Since the crawler is designed to be parallel, the actual speed depends almost entirely on the worker count. And it can scale accross multiple machines almost infinitely, so should you need a million domains crawled in an hour, you can always just throw more hardware at it.

Installation

Requirements

  • Python 3.6+
  • requests
  • pyaml (for config loading)
  • dnspython + pycryptodome & python-ecdsa (for DNSSEC validation)
  • geoip2 + up-to-date Country and ISP (or ASN) databases (mmdb format, works with both free and commercial ones)
  • rq and redis if you want to process a huge number of domains and even run the crawler across multiple machines

Redis configuration

No special config needed, but increase the memory limit if you have a lot of domains to process (eg. maxmemory 1G).
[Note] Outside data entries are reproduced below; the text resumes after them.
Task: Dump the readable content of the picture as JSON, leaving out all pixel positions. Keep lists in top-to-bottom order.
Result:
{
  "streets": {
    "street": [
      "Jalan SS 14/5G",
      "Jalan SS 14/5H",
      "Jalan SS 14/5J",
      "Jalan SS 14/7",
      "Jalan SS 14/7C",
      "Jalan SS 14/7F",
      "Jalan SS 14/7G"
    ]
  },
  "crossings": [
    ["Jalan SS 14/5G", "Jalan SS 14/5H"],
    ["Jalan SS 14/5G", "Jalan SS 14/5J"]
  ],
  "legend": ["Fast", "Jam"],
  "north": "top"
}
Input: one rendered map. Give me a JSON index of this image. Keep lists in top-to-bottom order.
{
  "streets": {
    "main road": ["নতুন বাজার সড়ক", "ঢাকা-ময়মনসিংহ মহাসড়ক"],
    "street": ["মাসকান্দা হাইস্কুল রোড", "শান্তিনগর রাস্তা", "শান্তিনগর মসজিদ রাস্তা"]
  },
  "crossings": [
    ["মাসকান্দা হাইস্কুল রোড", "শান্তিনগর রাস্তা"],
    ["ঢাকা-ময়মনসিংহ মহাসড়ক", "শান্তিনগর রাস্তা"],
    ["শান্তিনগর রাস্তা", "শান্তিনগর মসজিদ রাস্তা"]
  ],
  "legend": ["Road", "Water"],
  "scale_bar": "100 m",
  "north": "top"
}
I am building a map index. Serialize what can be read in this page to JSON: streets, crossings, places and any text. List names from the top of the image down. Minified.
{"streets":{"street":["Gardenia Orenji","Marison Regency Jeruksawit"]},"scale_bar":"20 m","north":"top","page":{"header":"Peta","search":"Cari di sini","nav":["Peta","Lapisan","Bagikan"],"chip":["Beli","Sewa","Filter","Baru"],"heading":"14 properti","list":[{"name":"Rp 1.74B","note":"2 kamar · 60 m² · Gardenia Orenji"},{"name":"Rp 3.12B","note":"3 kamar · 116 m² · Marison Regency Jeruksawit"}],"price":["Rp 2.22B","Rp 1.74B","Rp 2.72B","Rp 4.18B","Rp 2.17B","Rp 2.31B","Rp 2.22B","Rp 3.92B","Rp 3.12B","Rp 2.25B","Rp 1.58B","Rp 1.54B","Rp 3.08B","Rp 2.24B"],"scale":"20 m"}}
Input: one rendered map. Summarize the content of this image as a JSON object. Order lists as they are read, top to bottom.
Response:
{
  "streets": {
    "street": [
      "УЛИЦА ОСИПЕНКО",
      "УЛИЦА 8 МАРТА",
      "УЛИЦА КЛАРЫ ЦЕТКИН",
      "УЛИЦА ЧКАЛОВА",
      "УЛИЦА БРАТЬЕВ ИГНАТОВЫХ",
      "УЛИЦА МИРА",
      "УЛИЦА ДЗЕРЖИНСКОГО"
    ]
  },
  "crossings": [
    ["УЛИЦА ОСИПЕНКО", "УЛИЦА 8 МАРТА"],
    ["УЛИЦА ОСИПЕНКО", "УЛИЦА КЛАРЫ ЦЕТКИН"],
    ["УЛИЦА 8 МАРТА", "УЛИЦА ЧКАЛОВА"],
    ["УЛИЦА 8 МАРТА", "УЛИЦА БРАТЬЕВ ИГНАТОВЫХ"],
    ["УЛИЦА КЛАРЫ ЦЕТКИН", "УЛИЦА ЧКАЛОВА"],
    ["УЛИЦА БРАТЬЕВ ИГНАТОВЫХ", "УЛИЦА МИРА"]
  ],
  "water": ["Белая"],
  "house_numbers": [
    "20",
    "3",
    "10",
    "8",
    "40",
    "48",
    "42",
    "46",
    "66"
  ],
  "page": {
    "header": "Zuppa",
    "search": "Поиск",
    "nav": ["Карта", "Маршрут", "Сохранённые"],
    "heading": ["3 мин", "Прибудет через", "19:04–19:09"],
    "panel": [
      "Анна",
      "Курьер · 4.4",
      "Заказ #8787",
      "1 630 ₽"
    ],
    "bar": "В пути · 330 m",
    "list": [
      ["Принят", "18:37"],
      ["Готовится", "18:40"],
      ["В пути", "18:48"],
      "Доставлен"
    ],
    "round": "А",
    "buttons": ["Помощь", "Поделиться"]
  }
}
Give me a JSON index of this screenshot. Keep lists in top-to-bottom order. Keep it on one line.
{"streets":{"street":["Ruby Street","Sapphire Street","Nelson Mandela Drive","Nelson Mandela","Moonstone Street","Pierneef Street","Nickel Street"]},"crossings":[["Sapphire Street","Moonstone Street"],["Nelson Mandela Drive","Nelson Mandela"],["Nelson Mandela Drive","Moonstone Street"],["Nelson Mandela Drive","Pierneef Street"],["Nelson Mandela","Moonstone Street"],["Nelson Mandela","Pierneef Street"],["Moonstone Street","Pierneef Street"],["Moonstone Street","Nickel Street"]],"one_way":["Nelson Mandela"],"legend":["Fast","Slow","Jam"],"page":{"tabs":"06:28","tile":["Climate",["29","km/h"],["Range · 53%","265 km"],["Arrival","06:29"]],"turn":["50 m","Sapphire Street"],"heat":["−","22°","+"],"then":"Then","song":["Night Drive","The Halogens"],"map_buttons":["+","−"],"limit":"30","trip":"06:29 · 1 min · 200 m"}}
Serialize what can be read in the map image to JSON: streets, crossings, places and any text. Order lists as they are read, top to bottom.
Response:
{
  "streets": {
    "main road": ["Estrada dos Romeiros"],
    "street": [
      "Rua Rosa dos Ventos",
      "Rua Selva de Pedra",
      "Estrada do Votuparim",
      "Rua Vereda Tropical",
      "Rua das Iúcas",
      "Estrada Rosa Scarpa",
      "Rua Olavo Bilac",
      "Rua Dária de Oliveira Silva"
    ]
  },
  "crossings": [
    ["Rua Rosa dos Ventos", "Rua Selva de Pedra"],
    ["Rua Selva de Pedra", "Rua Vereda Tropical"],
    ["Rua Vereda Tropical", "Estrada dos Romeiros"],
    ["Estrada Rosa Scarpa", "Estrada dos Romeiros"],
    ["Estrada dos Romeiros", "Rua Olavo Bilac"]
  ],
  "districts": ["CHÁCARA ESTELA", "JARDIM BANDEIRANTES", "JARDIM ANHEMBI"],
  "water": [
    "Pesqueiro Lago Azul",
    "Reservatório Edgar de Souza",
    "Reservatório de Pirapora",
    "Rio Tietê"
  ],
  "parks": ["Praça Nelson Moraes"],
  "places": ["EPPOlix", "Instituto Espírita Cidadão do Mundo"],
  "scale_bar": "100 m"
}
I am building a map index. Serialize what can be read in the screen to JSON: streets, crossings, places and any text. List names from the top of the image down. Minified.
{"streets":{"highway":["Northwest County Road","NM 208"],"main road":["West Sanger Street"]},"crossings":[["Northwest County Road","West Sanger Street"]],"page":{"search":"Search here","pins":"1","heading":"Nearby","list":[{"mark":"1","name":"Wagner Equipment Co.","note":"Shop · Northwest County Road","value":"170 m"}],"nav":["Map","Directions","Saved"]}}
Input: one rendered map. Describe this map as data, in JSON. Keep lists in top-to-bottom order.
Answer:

You can also disable disk snapshots to save some I/O time (comment out the save … lines).

Trying it out

Create a short domain list (one 2nd level domain per line):

$ echo -e "nic.cz\nnetmetr.cz\nroot.cz" > domains.txt

Start the main process to create job for every domain:

$ dns-crawler domains.txt
[2019-09-24 07:38:15] Reading domains from …/domains.txt.
[2019-09-24 07:38:15] Creating job queue using 2 threads.
[2019-09-24 07:38:15] 0/3 jobs created.
[2019-09-24 07:38:16] 3/3 jobs created.
[2019-09-24 07:38:16] Created 3 jobs. Waiting for workers…
[2019-09-24 07:38:17] 0/3

Now it waits for workers to take the jobs from redis. Run a worker in another shell:

$ dns-crawler-workers 3
07:38:17 RQ worker 'rq:worker:foo-2' started, version 1.0
07:38:17 *** Listening on default...
07:38:17 Cleaning registries for queue: default
07:38:17 default: crawl.process_domain('nic.cz') (nic.cz)
07:38:17 RQ worker 'rq:worker:foo-1' started, version 1.0
07:38:17 RQ worker 'rq:worker:foo-3' started, version 1.0
07:38:17 *** Listening on default...
07:38:17 *** Listening on default...
07:38:17 default: crawl.process_domain('netmetr.cz') (netmetr.cz)
07:38:17 default: crawl.process_domain('root.cz') (root.cz)
07:38:17 default: Job OK (netmetr.cz)
07:38:17 default: Job OK (nic.cz)
07:38:17 RQ worker 'rq:worker:foo-2' done, quitting
07:38:17 RQ worker 'rq:worker:foo-3' done, quitting
07:38:19 default: Job OK (root.cz)

Output formats

Results are printed to the main process' stdout – JSON for every domain, separated by \n:

…
[2019-05-03 07:38:17] 2/3
{"domain": "nic.cz", "timestamp": "2019-09-24T05:28:06.536991", "results": {…}}
…

The progress info with timestamp is printed to stderr, so you can save just the output easily – dns-crawler list.txt > results.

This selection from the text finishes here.